**EXERCISE REQUIREMENTS**
Look for the string "halo" in the data below, and copy each line that holds it.
▬▬▬
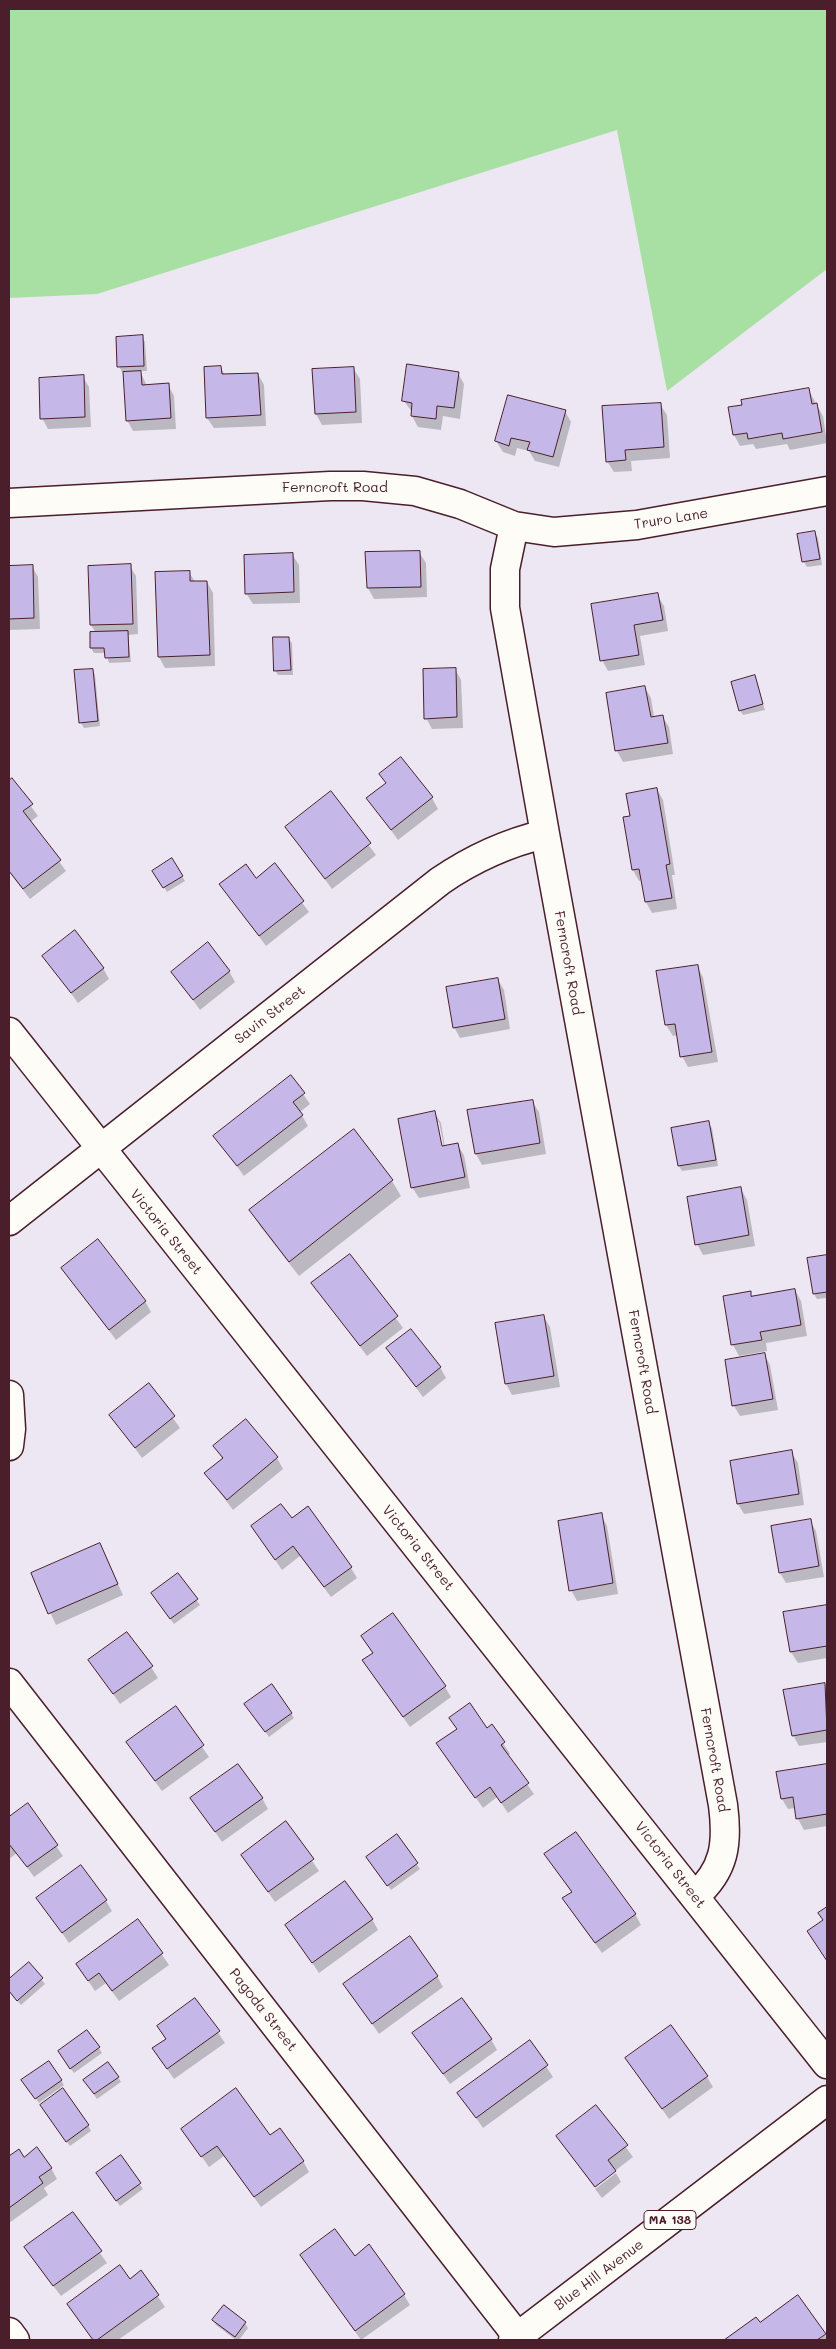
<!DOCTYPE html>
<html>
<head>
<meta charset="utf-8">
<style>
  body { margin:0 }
  #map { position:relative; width:836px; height:2349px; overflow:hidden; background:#ece7f2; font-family:Mali,sans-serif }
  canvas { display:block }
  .frame { position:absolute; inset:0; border:10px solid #4a1f2b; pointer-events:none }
</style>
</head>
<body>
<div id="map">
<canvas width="836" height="2349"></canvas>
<div class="frame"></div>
</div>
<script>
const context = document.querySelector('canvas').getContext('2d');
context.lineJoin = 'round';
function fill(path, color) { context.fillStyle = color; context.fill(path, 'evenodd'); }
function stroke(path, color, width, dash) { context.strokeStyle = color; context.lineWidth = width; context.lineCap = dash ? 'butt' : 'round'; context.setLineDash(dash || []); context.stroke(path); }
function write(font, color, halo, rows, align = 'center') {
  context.font = font + ' Mali,sans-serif'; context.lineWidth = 4; context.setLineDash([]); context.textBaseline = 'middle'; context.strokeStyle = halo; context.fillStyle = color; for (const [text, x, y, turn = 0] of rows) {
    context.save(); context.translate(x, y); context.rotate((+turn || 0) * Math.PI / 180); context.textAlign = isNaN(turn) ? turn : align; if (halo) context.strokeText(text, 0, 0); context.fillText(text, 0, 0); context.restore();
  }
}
const green = new Path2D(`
  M9,9h818v260l-160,122 -50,-261 -520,164 -88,4z`);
const shadow = new Path2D(`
  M142,337l3,5 2,29h-7l7,15 21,-1 6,11 2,33 -43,2 -6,-11 -3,-48h-2l-3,-6z
  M220,367l5,8 33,-1 6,11 2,41 -52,2 -7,-10z
  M353,368l7,11 2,44 -40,2 -6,-11z
  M458,373l6,11 -4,35 -17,-3 -2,14 -23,-3 -6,-11v-4l-8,-11z
  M83,377l6,10 2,40 -43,2 -6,-11z
  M808,389l15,27 4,27 -37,7 -3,-6 -31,5 -3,-5 -13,2 -6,-11z
  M660,404l7,11 3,43 -39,3 1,10 -18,1 -7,-11z
  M565,411l6,11 -12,45 -24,-6 -6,-10 -12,-3 -2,8 -12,-4 -7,-11z
  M815,533l3,5 4,27 -15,2 -3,-5 -5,-27z
  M419,552l7,11 1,34 -53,2 -6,-11 -1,-34z
  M292,554l7,11 1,38 -47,1 -7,-11z
  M32,566l6,11 2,52 -31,1v-63z
  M130,566l6,10 2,58 -10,1 3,27 -22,1 -3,-10h-12l-3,-5 5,-15 -5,-8z
  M189,572l6,10h12l6,11 2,73 -50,2 -6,-11 -3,-83z
  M657,595l7,11 4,25 -28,5 5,29 -37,6 -6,-11z
  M288,638l4,5 1,32h-15l-3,-5z
  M455,669l6,11 2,48 -31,1 -6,-11z
  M92,670l3,5 5,51 -16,2 -3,-5z
  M754,677l11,33 -22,5 -3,-5z
  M645,688l6,10 3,19 8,-1 7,11 4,27 -50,8 -6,-11 -10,-57z
  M12,780l26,36 -8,6 36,49 -36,28 -21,-27v-90z
  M657,789l6,11 12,75h-3l5,34 -25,4 -6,-11 -4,-22 -3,1 -6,-11 -8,-52 6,-1z
  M330,793l46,62 -44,34 -46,-62z
  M368,798h64l6,11 -40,31z
  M172,860l13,21 -18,11 -13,-21z
  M274,865l35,47 -43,34 -45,-61 35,-5z
  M44,956l59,12 6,11 -31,24z
  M697,966l6,11 15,85 -30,5 -6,-11 -4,-21 -5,1 -7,-11 -8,-53z
  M229,971l6,11 -35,28 -27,-38z
  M498,980l6,10 6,39 -50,9 -6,-11z
  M303,1094l7,10 -10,8 8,14 -64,50 -29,-40z
  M532,1101l7,11 7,42 -64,11 -6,-11z
  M434,1112l7,11 4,24 12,-3 7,11 6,33 -51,10 -7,-11zM436,1122h3l6,30 -3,1z
  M708,1123l4,5 6,38 -36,5 -3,-5 -6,-37z
  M392,1181l9,15 -102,80 -39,-50 -9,-15z
  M741,1189l6,11 8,46 -52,9 -6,-11z
  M350,1255l53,73 -36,28 -54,-72z
  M827,1256v42l-10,1 -3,-5 -5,-35z
  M62,1268l83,33 6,11 -35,28z
  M795,1290l6,11 6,35 -41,7 1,8 -28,5 -6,-11 17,-52 2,4z
  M544,1317l6,10 10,60 -48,8 -6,-11z
  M387,1349l53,18 6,11 -23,19z
  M764,1354l6,11 8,45 -38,6 -6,-10z
  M149,1385l31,43 -38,30 -31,-43z
  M215,1447l62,11 6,11 -50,41 -27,-36 17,-14z
  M791,1452l7,11 6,42 -60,9 -6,-10z
  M601,1515l6,11 11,68 -41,7 -6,-11z
  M291,1520l60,48 6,10 -26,19 -31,-41 -18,14 -29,-43z
  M810,1521l6,10 8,46 -38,6 -6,-10z
  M100,1545l23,50 -67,30 -24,-52z
  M178,1574l22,31 -26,19 -19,-26z
  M827,1606v52l-29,5 -7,-11 -6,-39z
  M362,1637l83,50 6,10 -41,30 -40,-56 3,-17z
  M90,1660l61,7 7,11 -38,26z
  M825,1684l2,5v53l-28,4 -6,-11z
  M175,1708l34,49 -47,34 -28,-38z
  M249,1710l42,3 3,5 -25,19z
  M451,1718l36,12 5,-4 18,28 -3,2 27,38 -26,19 -11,-16 -14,11 -45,-64 19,-14z
  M827,1765v61l-23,4 -6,-11 -2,-11 -8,1 -6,-10 -5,-26z
  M192,1798h70l6,11 -46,33z
  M27,1805l36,51 -29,21 -17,-24 -8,6v-41z
  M286,1823l33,48 -44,31 -33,-47z
  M397,1836l23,33 -29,21 -20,-28z
  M546,1855l89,59 6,11 -39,28 -32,-44 2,-16z
  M38,1898l68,3 6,10 -43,32z
  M827,1908v52l-12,-18 9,-21 -4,-8z
  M372,1919l6,11 -59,43 -32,-47z
  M138,1920l31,45 -50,36 -13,-18 -11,8 -18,-27z
  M29,1964l16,20 -24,21 -12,-14v-11z
  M437,1976l6,11 -64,47 -34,-50z
  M195,1999l30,44 -51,36 -14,-20 6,-19 -8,-14z
  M414,2034l77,5 6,11 -47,34z
  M530,2042l23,35 -70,51 -24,-35z
  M99,2048l3,5 -28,20 -12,-16z
  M627,2059l80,18 6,10 -44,32z
  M118,2077l3,5 -24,17 -9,-13z
  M61,2080l3,5 -25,18 -13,-18z
  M596,2107l37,50 -39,30 -37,-51z
  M44,2111l44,14 3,6 -21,15z
  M182,2129l88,8 33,24 6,11 -48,35 -37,-51 -15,11z
  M18,2151l6,8 27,9 6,11 -13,9 4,7 -39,28v-65z
  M121,2157l22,32 -23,17 -20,-27z
  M616,2173l5,9 -19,16 -7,-9z
  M72,2214l35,49 -46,33 -29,-38z
  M301,2255l53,2 50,38 6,10 -49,35z
  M141,2272l24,35 -47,33h-25l-24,-36 61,-23z
  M756,2319l3,5 66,11 2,5h-101z
  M213,2320l32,3 3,5 -9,12h-3l-20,-15z`);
const building = new Path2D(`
  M143,335l1,31 -27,1 -1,-30z
  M407,364l52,8 -5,36 -17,-2 -1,13 -25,-3 1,-13 -10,-2z
  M221,366l1,8 36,-1 3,42 -55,3 -2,-51z
  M354,367l2,45 -41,2 -3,-45z
  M141,371l1,14 27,-2 2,35 -45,3 -3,-49z
  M84,375l1,42 -45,2 -1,-41z
  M809,388l3,16 5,-1 5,29 -39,7 -1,-6 -34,6 -1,-6 -14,2 -5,-28 14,-2 -1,-5z
  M508,395l58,15 -13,47 -26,-7 3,-8 -19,-4 -2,8 -14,-5z
  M661,403l3,44 -39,3 1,10 -20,2 -4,-56z
  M815,531l5,28 -18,3 -5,-28z
  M420,551l1,36 -54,1 -2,-36z
  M293,553l1,39 -49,2 -1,-39z
  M131,564l2,60 -43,1 -2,-59z
  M33,565l1,53 -25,1v-53z
  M190,571v10h17l3,74 -52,2 -3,-85z
  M658,593l5,27 -29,5 5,30 -39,6 -9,-57z
  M128,631l1,26 -24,1 -1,-10h-14v-16z
  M273,637h16l2,33 -17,1z
  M456,668l1,49 -33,2 -1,-50z
  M93,669l5,52 -19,2 -5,-53z
  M755,675l8,29 -24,7 -8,-29z
  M645,686l6,31 12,-2 5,28 -53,8 -9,-58z
  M401,757l32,40 -42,33 -25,-32 20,-15 -7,-9z
  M12,778l21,26 -10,7 38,49 -38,29 -14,-18v-90z
  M657,788l13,76 -4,1 6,33 -27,4 -6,-33 -7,1 -9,-53 7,-1 -4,-22z
  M331,791l40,52 -46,36 -40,-52z
  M172,858l11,18 -20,12 -11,-17z
  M275,863l29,38 -45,35 -40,-52 27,-20 10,14z
  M75,930l29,38 -33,25 -29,-37z
  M208,942l22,29 -37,29 -22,-28z
  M698,965l14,87 -32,5 -5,-33 -10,1 -9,-54z
  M498,978l7,41 -52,9 -7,-41z
  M291,1075l14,18 -12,9 10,13 -66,51 -24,-30z
  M533,1100l7,43 -65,11 -8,-44z
  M435,1111l7,35 16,-3 7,34 -54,11 -13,-69z
  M709,1121l7,39 -38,6 -7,-38z
  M354,1129l39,51 -104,82 -40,-52z
  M741,1187l8,48 -54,10 -8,-48z
  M98,1239l48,62 -37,29 -48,-62z
  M350,1254l48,62 -38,30 -49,-63z
  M827,1255v37l-14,2 -6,-36z
  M795,1289l6,36 -41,7 2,8 -31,5 -8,-49 28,-5v5z
  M544,1315l10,61 -49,8 -10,-61z
  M411,1329l30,38 -25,20 -30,-39z
  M765,1353l8,46 -41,7 -7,-46z
  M149,1383l26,33 -40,32 -26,-33z
  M246,1419l32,38 -51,43 -23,-27 19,-15 -10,-12z
  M792,1450l7,44 -62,10 -7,-43z
  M281,1504l11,14 16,-12 44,61 -28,20 -31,-41 -18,14 -24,-34z
  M602,1513l11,70 -44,8 -11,-70z
  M811,1519l8,47 -40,7 -8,-47z
  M100,1543l18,41 -70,30 -17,-41z
  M178,1573l20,26 -28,20 -19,-26z
  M827,1605v41l-37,6 -7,-40z
  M393,1613l53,73 -43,31 -41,-57 11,-7 -12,-17z
  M127,1632l26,34 -40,28 -25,-34z
  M825,1683l2,47 -35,6 -9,-46z
  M272,1684l20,29 -27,19 -21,-28z
  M470,1703l17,25 5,-4 13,18 -4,3 28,38 -28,20 -11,-16 -15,11 -39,-55 21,-14 -8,-11z
  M176,1706l28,39 -49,36 -29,-39z
  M238,1764l25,34 -48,34 -25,-34z
  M827,1764v50l-31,5 -3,-22 -12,2 -5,-27z
  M28,1803l30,42 -31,22 -18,-23v-27z
  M286,1821l28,38 -46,33 -27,-37z
  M576,1832l60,82 -41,29 -33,-45 10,-6 -28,-38z
  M397,1834l21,29 -31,23 -21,-29z
  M81,1865l26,35 -45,33 -26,-35z
  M345,1881l28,38 -61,44 -27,-38z
  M827,1907v54l-20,-30 16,-11 -5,-7z
  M138,1919l25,34 -51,38 -13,-18 -11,8 -12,-17z
  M410,1936l28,40 -66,48 -29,-40z
  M29,1962l14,16 -26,23 -8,-10v-12z
  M195,1998l25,33 -53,38 -15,-21 14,-9 -9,-13z
  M462,1998l30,41 -49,35 -31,-41z
  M671,2025l37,51 -46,33 -37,-51z
  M87,2030l13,17 -30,22 -12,-18z
  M530,2040l18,25 -72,53 -19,-25z
  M49,2061l13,19 -27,19 -14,-19z
  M108,2062l11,15 -25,17 -11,-14z
  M63,2088l26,37 -23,17 -26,-37z
  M236,2088l34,47 10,-7 24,33 -50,36 -37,-51 -16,11 -20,-28z
  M596,2105l32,40 -20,15 8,11 -21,16 -39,-51z
  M37,2147l15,21 -13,9 4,6 -34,25v-52l10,-7 5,8z
  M121,2155l20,28 -25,18 -20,-28z
  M73,2212l29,39 -49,35 -29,-39z
  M335,2229l20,27 14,-12 36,50 -50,37 -55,-76z
  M120,2265l10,14 11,-9 18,25 -62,45h-4l-26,-36z
  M798,2295l28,39 -9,6h-93l32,-23 4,5z
  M224,2305l22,17 -11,15 -23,-17z`);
const minor = new Path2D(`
  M9,503l321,-17h33l52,5 45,13 54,22 40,6 83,-7 190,-34
  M514,526l-9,43v39l40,226 178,971c5,38 2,65 -28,91
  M9,1032l818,1032
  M9,1221l431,-340c32,-22 67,-38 105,-47
  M9,1395l2,34 -2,17
  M9,1683l509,654
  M9,2332l6,8`);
const highway = new Path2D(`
  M513,2340l314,-240`);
const shields = [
  [670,2220,52]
];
const shieldNames = [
  ["MA 138",670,2220]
];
const streetNames = [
  ["Ferncroft Road",335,488],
  ["Truro Lane",671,519,-9],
  ["Ferncroft Road",568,963,80],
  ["Savin Street",270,1015,-38],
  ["Victoria Street",166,1232,51],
  ["Ferncroft Road",642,1362,80],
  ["Victoria Street",418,1548,51],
  ["Ferncroft Road",714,1760,80],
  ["Victoria Street",670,1865,52],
  ["Pagoda Street",263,2010,52],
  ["Blue Hill Avenue",599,2275,-37]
];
fill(green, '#a8e0a3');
fill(shadow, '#0003');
fill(building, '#c5b7e8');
stroke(building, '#4a1f2b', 1);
stroke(minor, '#4a1f2b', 31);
stroke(highway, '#4a1f2b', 31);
stroke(minor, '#fdfcf7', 28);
stroke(highway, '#fdfcf7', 28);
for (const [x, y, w] of shields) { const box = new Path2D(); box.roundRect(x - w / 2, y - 9.5, w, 19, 4); context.fillStyle = '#fdfcf7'; context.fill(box); stroke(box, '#4a1f2b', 1); }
write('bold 12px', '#4a1f2b', null, shieldNames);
write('14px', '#4a1f2b', '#fdfcf7', streetNames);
</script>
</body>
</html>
▬▬▬
**RESULT OF THIS TASK**
function write(font, color, halo, rows, align = 'center') {
  context.font = font + ' Mali,sans-serif'; context.lineWidth = 4; context.setLineDash([]); context.textBaseline = 'middle'; context.strokeStyle = halo; context.fillStyle = color; for (const [text, x, y, turn = 0] of rows) {
    context.save(); context.translate(x, y); context.rotate((+turn || 0) * Math.PI / 180); context.textAlign = isNaN(turn) ? turn : align; if (halo) context.strokeText(text, 0, 0); context.fillText(text, 0, 0); context.restore();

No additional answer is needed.